#### ACTIVITY:
Could you please return each line of the data that has the word "image"?

(Saved data entries)
━━━━━━━━━━━━━━━━━━━━

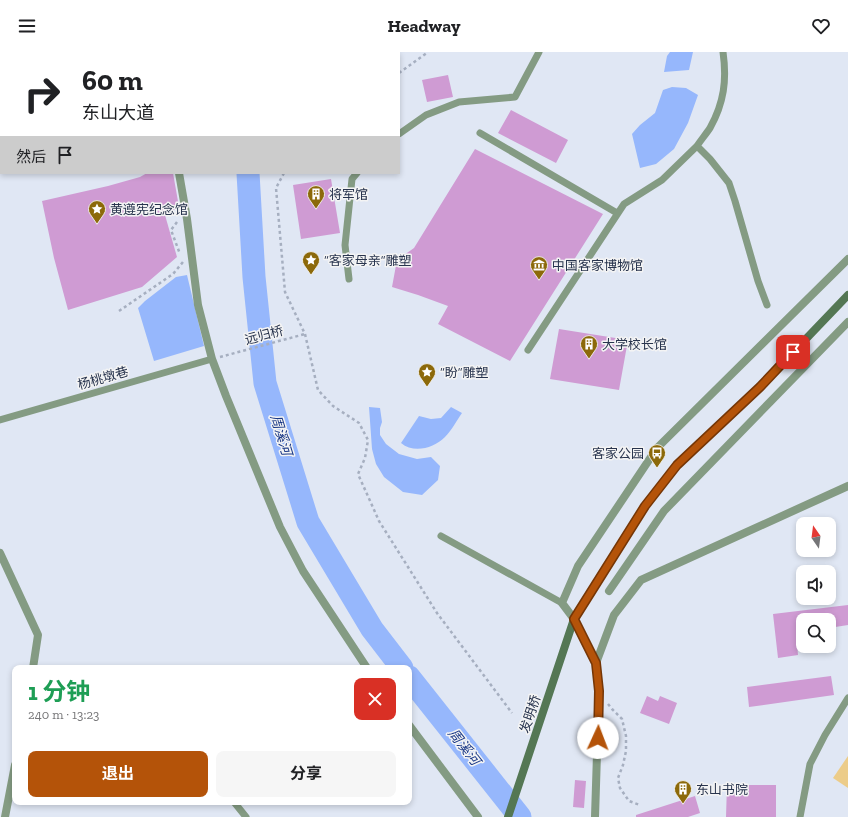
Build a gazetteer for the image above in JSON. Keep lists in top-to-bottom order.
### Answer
{
  "streets": {
    "main road": ["发明桥"],
    "lane": ["杨桃墩巷"],
    "path": ["远归桥"]
  },
  "water": ["周溪河"],
  "places": {
    "building": ["将军馆", "大学校长馆", "东山书院"],
    "place": ["黄遵宪纪念馆", "“客家母亲”雕塑", "“盼”雕塑"],
    "museum": ["中国客家博物馆"],
    "bus stop": ["客家公园"]
  },
  "north": "top",
  "page": {
    "header": "Headway",
    "turn": ["60 m", "东山大道"],
    "then": "然后",
    "heading": ["1 分钟", "240 m · 13:23"],
    "buttons": ["退出", "分享"]
  }
}
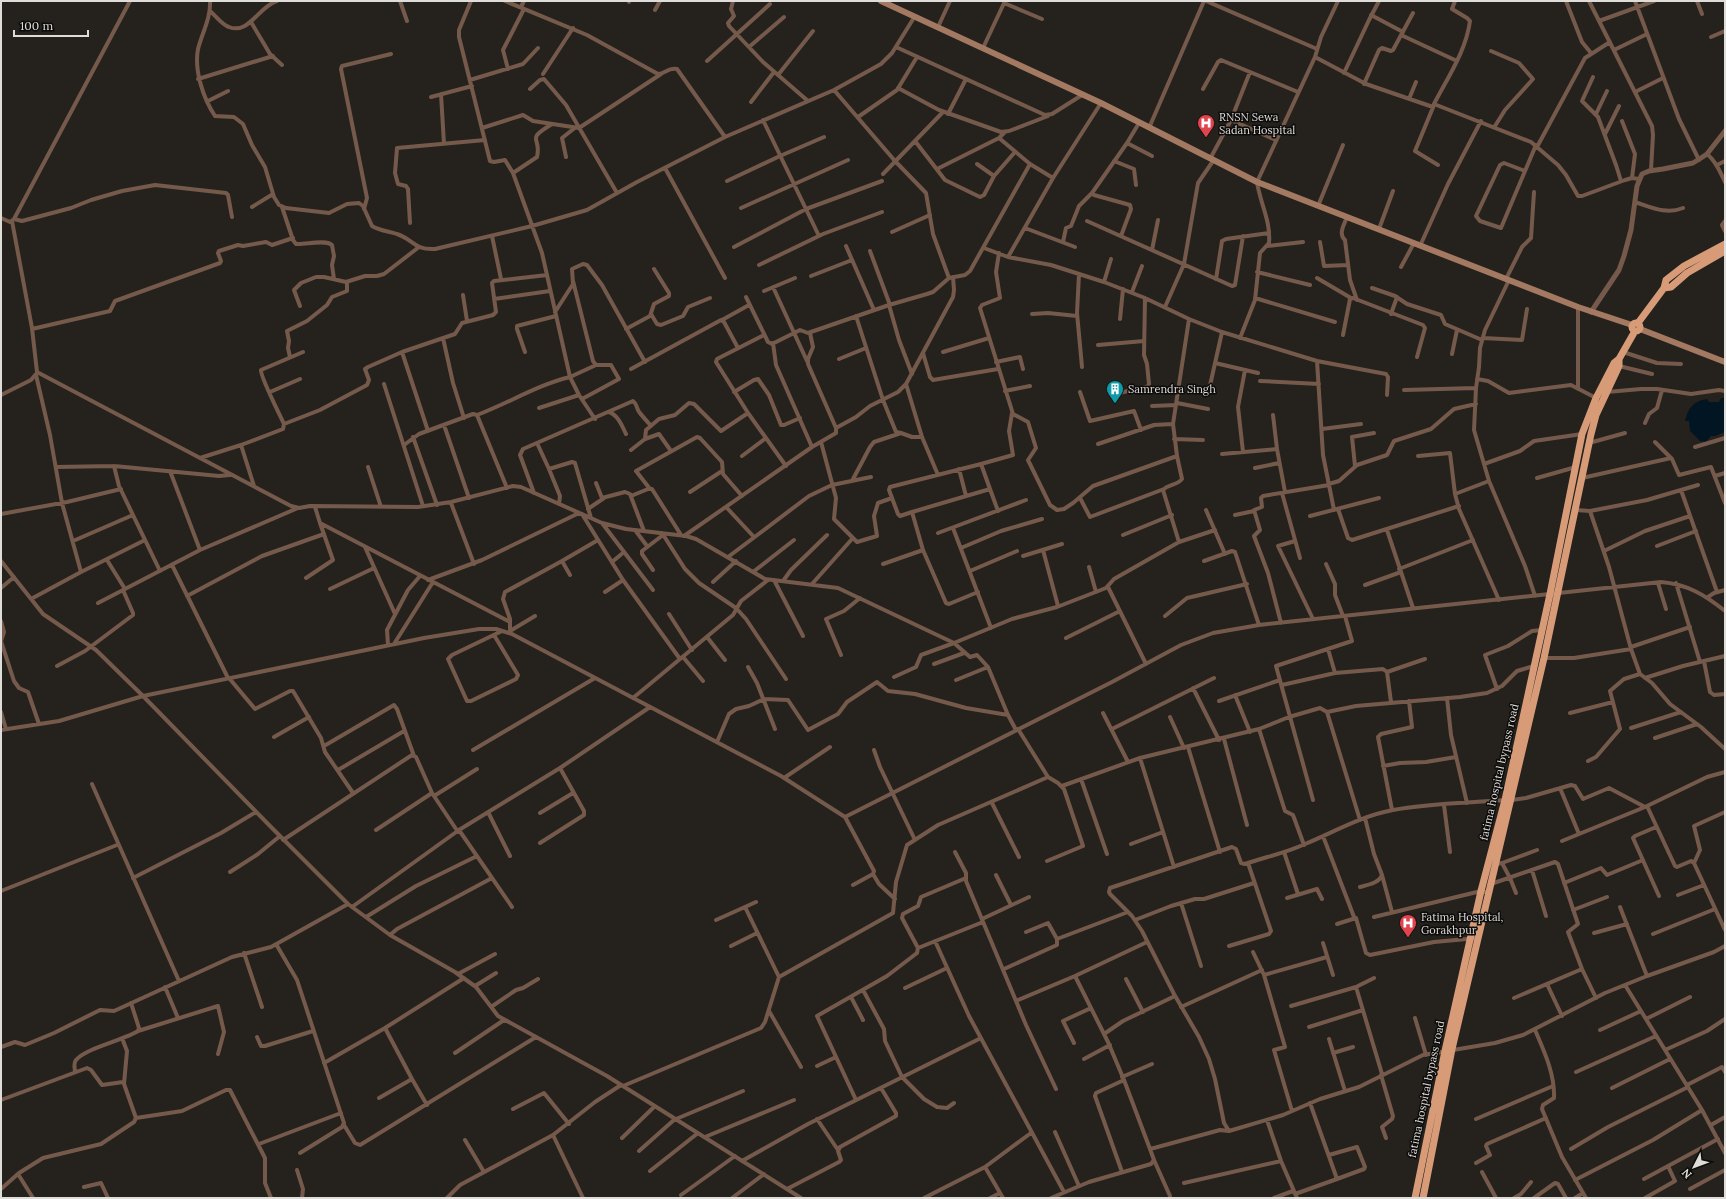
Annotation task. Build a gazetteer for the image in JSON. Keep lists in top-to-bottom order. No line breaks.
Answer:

━━━━━━━━━━━━━━━━━━━━

#### OUTPUT BELOW:
Build a gazetteer for the image above in JSON. Keep lists in top-to-bottom order.
Annotation task. Build a gazetteer for the image in JSON. Keep lists in top-to-bottom order. No line breaks.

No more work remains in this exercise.